Q: What's the Jeffreys prior for a proportion, and why use it?

The Jeffreys prior for a Bernoulli proportion is Beta(1/2, 1/2) — the arc-sine distribution, U-shaped, density spiking at 0 and 1. It is derived from the Fisher information and is invariant under reparameterization (a property the uniform Beta(1, 1) lacks). For inference, the Jeffreys posterior gives confidence intervals with better frequentist coverage when data are sparse than the uniform prior does. It is the standard 'objective' prior for binomial inference when no domain knowledge is available. For most engineering uses, Beta(1, 1) (uniform) is fine and easier to explain; Jeffreys matters when you need calibrated tail behavior.

Q: How is Beta used in Bayesian A/B testing?

Each variant gets its own Beta posterior over its true conversion rate. Start with Beta(1, 1) (or any weak prior) for each arm. As impressions accrue, update each posterior by adding successes to α and failures to β. To answer 'is variant B better than A?', compute P(p_B > p_A) by Monte Carlo: draw N samples from each posterior, count the fraction with p_B > p_A. Decision rules include 'stop when P(p_B > p_A) > 0.95', 'stop when expected loss < threshold', or Thompson sampling for adaptive allocation (sample p_A, p_B from posteriors; route the next user to whichever sample is larger). Beta priors give closed-form posteriors and cheap Monte Carlo — that's why Beta dominates A/B platforms.

Q: When is the Beta a bad choice of prior?

When your unknown is not a proportion in [0, 1] — Beta is a distribution on a bounded interval, so it cannot model unbounded quantities (use Gamma for rates, Normal for means). When you have multimodal beliefs about a proportion (e.g. you think the conversion rate is either 1% or 30% but not in between), Beta is unimodal and can't capture that — use a mixture. When you want to model correlated proportions (e.g. several treatments where success on one affects belief about another), use a hierarchical model with Beta hyperpriors, not independent Betas. And when α, β < 1 the density diverges at the endpoints — fine as a prior, but unintuitive when reporting credible intervals.

The conjugate prior for proportions — Bayesian inference's two-parameter workhorse

Beta(α, β) is a distribution on [0, 1] with density proportional to x^(α−1)(1−x)^(β−1). It is the conjugate prior for Bernoulli/binomial proportions: prior Beta(α, β) plus k successes in n trials updates to posterior Beta(α + k, β + n − k). Pseudo-counts α and β encode prior beliefs. Mean α/(α + β); uniform when α = β = 1. Bayesian A/B testing's standard tool.
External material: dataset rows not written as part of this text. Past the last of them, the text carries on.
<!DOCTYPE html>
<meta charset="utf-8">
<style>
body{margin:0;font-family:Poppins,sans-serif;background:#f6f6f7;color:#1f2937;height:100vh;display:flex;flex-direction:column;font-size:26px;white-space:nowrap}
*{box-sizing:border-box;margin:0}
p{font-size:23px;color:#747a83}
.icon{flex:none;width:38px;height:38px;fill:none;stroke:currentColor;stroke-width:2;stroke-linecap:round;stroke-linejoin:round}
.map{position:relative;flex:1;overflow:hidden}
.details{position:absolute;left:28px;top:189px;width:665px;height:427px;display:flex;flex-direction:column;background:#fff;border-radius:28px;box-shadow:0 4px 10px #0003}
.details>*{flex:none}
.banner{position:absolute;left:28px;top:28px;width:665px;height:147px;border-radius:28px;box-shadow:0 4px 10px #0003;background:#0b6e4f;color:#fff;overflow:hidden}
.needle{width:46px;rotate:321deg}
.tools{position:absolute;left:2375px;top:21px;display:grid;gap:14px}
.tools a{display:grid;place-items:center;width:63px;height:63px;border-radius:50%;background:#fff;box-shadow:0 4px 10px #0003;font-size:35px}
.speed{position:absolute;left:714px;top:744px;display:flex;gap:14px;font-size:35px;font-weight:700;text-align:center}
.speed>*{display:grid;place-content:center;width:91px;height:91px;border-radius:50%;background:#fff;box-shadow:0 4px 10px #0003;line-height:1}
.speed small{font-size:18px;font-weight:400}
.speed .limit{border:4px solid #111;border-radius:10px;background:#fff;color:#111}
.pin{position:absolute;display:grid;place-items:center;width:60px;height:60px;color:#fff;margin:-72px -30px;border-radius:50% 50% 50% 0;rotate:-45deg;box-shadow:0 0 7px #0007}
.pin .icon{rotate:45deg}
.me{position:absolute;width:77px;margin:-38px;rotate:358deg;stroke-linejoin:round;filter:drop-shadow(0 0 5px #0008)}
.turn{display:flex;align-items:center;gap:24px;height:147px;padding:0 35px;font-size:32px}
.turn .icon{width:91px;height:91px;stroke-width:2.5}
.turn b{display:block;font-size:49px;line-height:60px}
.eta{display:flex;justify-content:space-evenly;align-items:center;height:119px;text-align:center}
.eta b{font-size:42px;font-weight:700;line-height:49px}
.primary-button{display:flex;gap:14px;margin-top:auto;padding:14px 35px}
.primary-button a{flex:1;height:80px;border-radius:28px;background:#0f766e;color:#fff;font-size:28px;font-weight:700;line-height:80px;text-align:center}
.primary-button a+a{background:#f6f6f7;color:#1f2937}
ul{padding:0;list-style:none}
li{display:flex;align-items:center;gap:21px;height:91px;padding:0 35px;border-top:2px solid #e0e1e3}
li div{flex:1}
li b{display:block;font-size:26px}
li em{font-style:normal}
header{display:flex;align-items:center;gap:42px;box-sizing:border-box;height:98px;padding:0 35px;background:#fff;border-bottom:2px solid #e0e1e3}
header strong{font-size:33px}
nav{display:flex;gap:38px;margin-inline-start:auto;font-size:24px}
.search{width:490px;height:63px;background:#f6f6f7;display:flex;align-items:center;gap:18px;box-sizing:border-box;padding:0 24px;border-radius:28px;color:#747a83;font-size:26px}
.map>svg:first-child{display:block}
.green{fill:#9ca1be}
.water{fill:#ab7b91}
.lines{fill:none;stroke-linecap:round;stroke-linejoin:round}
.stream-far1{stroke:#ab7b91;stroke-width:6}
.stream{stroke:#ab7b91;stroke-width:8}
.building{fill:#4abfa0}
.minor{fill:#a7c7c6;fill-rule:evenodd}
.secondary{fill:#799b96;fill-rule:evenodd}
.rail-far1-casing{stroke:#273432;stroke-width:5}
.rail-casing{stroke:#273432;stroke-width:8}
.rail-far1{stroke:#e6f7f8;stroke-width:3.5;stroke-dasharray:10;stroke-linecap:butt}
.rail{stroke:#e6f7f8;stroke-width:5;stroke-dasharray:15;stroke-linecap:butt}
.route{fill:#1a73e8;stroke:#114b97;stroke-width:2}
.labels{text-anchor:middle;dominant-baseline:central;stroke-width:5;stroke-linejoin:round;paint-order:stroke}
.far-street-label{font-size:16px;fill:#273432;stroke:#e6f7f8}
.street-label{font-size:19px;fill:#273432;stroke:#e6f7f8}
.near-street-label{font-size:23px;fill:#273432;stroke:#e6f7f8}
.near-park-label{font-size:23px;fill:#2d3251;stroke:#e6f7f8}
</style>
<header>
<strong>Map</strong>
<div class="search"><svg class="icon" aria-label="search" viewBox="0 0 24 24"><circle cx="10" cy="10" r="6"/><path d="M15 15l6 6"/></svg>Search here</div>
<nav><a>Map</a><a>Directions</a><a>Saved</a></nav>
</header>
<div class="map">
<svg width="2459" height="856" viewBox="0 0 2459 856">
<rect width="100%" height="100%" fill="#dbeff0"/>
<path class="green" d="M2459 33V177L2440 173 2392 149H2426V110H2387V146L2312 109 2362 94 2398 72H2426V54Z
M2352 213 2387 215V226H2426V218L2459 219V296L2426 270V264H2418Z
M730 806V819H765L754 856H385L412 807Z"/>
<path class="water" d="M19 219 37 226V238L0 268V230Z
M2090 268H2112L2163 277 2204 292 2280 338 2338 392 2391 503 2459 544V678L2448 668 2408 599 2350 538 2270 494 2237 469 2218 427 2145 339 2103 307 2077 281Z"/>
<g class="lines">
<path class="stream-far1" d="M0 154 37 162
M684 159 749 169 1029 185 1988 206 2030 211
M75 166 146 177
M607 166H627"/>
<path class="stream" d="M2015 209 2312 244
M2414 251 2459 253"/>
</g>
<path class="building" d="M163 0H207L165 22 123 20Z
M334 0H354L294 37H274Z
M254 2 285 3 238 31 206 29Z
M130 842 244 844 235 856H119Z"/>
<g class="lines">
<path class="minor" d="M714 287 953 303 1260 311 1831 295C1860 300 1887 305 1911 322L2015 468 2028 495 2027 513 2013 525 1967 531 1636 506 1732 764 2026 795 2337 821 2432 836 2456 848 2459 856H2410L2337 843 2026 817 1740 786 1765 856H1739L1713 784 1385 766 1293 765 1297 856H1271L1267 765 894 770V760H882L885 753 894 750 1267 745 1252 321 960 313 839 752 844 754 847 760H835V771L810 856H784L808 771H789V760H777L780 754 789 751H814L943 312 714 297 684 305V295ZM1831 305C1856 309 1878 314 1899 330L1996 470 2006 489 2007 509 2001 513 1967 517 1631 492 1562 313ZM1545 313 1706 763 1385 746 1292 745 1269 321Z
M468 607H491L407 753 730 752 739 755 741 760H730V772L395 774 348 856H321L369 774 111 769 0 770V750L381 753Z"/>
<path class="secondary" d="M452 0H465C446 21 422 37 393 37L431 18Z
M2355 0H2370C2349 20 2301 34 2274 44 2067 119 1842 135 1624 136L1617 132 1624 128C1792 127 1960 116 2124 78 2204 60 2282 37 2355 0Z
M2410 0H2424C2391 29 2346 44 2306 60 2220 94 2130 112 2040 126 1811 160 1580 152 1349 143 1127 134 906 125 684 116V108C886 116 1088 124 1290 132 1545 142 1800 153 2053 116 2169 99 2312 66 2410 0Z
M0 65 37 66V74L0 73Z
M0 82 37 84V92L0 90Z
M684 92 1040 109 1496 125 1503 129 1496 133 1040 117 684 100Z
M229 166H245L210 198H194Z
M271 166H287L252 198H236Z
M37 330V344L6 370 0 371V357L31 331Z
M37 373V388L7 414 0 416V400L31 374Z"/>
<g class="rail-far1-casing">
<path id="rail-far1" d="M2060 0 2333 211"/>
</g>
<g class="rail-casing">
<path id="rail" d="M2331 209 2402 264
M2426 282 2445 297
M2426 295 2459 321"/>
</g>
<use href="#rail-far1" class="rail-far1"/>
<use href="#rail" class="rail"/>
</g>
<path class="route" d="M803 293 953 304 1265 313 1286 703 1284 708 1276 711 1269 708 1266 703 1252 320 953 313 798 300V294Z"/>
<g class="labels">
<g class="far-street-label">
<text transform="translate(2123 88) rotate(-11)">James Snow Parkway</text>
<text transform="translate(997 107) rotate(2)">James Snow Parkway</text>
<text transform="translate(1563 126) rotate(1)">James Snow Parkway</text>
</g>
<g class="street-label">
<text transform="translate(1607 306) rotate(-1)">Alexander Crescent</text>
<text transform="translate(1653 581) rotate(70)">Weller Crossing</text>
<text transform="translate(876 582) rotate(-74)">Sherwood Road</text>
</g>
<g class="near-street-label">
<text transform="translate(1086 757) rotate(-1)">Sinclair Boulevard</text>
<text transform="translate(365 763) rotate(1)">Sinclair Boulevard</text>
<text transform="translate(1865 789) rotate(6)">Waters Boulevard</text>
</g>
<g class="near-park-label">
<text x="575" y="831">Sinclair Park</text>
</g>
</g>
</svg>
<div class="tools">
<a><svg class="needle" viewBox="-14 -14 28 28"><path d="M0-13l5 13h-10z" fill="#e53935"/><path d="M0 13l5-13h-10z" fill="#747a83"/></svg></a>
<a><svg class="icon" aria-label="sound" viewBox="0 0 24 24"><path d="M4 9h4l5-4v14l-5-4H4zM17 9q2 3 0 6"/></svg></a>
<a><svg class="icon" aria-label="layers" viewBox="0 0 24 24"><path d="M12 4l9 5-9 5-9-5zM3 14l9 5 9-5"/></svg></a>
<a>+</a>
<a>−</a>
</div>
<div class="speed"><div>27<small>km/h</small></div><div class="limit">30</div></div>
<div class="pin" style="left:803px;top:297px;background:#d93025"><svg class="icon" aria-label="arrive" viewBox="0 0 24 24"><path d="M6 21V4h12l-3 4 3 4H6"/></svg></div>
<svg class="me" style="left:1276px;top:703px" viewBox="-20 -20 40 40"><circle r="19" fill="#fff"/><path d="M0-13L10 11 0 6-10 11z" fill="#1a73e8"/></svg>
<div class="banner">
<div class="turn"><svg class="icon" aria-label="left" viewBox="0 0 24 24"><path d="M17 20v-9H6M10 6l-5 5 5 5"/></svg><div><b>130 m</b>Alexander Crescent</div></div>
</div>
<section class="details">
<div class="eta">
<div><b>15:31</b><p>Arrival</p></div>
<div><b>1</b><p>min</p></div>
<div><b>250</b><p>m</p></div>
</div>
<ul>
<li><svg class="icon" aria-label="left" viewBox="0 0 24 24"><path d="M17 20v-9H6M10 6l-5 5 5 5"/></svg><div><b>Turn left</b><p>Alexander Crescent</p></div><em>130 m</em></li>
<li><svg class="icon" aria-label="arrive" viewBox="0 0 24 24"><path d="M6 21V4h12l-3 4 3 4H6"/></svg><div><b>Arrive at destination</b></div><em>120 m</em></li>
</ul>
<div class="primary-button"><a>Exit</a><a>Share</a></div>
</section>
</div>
Densityf(x) = x^(α−1)(1−x)^(β−1) / B(α, β) on [0, 1]
Mean / modeα/(α+β); mode (α−1)/(α+β−2) for α,β > 1
Conjugate toBernoulli, binomial, geometric, negative binomial
Update ruleBeta(α, β) + (k, n−k) → Beta(α + k, β + n − k)
Special casesBeta(1,1)=uniform; Beta(½,½)=Jeffreys arc-sine
Famous useBayesian A/B testing, Thompson sampling, CTR estimation

Watch the 60-second explainer

A condensed visual walkthrough — narrated, captioned, under a minute.

How the Beta distribution works

The Beta distribution lives on the unit interval [0, 1] and has two positive shape parameters, α and β. Its probability density function is

f(x; α, β) = x^(α−1) · (1 − x)^(β−1) / B(α, β),     0 ≤ x ≤ 1,

where B(α, β) = Γ(α)Γ(β)/Γ(α + β) is the beta function, ensuring the density integrates to 1. The first moment is α/(α + β); for α, β > 1 the mode sits at (α − 1)/(α + β − 2). The variance is αβ/((α + β)² (α + β + 1)) — note the (α + β + 1) in the denominator, so larger α + β (more pseudo-counts) tightens the distribution.

The intuition that makes the Beta useful: α − 1 is a count of prior successes; β − 1 is a count of prior failures. The shape parameters do not have to be integers, but treating them as pseudo-counts makes priors easy to interpret and elicit from domain experts.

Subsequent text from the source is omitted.